Yıllarca Millî Eğitim Bakanlığı`nda öğretmenlik, gezici başöğretmenlik görevinde bulunan Ramiz Arda(1909-13 Aralık 1983 ) tarihleri arasında yaşadı. Kosova`ya bağlı Akova kasabasında doğdu. Babası Delibaş İsyanında şehit edilen Nurettin Çavuş`tur. Bulunduğu her yerde Halkevi çalışmalarına katılmış, Gökbörü, Tanrıdağ gibi dergilerde şiirleri yayımlanmıştır. 1947 yılında Ülkü Halkevleri Mecmuası`nın açtığı hikâye yarışmasında "Köyün Âdeti" hikâyesiyle üçüncülük ödülünü kazanmıştır. Yeni Konya gazetesinde "Fantezi" başlığı altındaki fıkraları ve zaman zaman yayımladığı tefrika yazılarıyla dikkati çekmiştir. Karamanoğlu Mehmet Bey piyesiyle tanınan yazarın Sevda Sultan adlı romanı az bilinen bir eseridir.

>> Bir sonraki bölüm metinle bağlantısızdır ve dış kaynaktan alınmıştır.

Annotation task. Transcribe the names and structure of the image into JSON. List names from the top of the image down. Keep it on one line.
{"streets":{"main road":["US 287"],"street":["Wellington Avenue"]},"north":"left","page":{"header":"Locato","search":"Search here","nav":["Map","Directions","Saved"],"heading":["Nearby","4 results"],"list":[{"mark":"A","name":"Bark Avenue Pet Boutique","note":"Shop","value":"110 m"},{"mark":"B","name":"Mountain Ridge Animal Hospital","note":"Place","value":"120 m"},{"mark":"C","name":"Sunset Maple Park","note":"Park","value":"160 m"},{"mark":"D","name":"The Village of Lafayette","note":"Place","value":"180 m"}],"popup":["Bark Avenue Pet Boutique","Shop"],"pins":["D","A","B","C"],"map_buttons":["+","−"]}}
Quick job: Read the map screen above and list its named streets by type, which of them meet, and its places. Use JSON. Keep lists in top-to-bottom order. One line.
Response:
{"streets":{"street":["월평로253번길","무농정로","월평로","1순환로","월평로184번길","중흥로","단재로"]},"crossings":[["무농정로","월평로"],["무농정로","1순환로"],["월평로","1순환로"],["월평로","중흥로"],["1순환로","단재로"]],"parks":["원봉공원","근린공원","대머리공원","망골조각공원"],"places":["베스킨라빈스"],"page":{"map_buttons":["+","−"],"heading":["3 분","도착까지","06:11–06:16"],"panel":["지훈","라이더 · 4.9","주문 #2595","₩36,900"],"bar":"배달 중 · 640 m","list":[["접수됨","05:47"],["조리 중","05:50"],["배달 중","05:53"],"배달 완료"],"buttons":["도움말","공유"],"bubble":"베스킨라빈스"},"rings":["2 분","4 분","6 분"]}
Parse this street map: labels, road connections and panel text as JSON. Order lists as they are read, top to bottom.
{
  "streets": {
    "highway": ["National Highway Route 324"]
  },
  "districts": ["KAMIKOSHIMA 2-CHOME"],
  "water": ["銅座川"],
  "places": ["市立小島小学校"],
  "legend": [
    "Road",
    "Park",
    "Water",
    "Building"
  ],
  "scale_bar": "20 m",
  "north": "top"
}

Sevda Sultan`ın, tarihî romanlarımız içinde kendine özgü bir yeri vardır. Zira Anadolu Selçuklu tarihinin önemli bir dönemine ışık tutmaktadır. Moğolların karşısında direnen Anadolu Selçuklularının mücadelesini anlatan bu romanın kahramanı Sevda Sultan, ünlü Selçuklu veziri Pervane Muinüddin Süleyman Bey`in kızıdır. Büyük Selçukluların veziri Deylemli Ali`nin torunudur. Hepsinden önemlisi, Selçuklu Sarayı`ndan gelmedir. Annesi Gürcü Hatun, Sultan II. Alâaddin`in kız kardeşidir. Selçuklu kadınların arasında yaptıklarıyla efsaneleşmiş bir genç kızdır. Selçuklu erkeklerinin de kendisinden hayranlıkla bahsettiği Sevda Sultan, memleketinin Moğol istilâsından kurtulması, Anadolu`da Selçuklu varlığının yeniden güçlenmesi için varını yoğunu seferber etmiş, ömrünün baharını bu kutsal davaya adamıştır.
Yazar romanında; sadece, Moğollara karşı mücadelesiyle kısa sürede kendisini sevdiren ve "Peçeli" diye şöhret kazanan Sevda Sultan`ı anlatmakla kalmamış, döneminin pek çok tarihî ve sosyolojik gerçeğine de yer vermiştir. Türk töresini iyi bilen, aile bağları güçlü, son derece iyi yetişmiş bir genç kızın başından geçenleri hikâye ederken, Anadolu beyliklerinin bu amansız mücadeledeki rollerini vurgulamış, Karamanoğlu Mehmet Bey`in etrafında birleşmek için aldıkları önemli kararları ve bu yolda atılan tarihî adımları da gözler önüne sermiştir.
Anadolu Selçuklularının var olması ve Moğollardan kurtulmaları için olağanüstü bir mücadelesi uğrunda geçirmiştir. Sarayların göz alıcı ve görkemli yaşayışını bırakmış, kaderini Anadolu`nun tozlu yollarıyla, ıssız ovalarına, kurtlu kuşlu ormanlarına atmış, bu kutlu davanın öncülüğünü yapmaya çalışmıştır.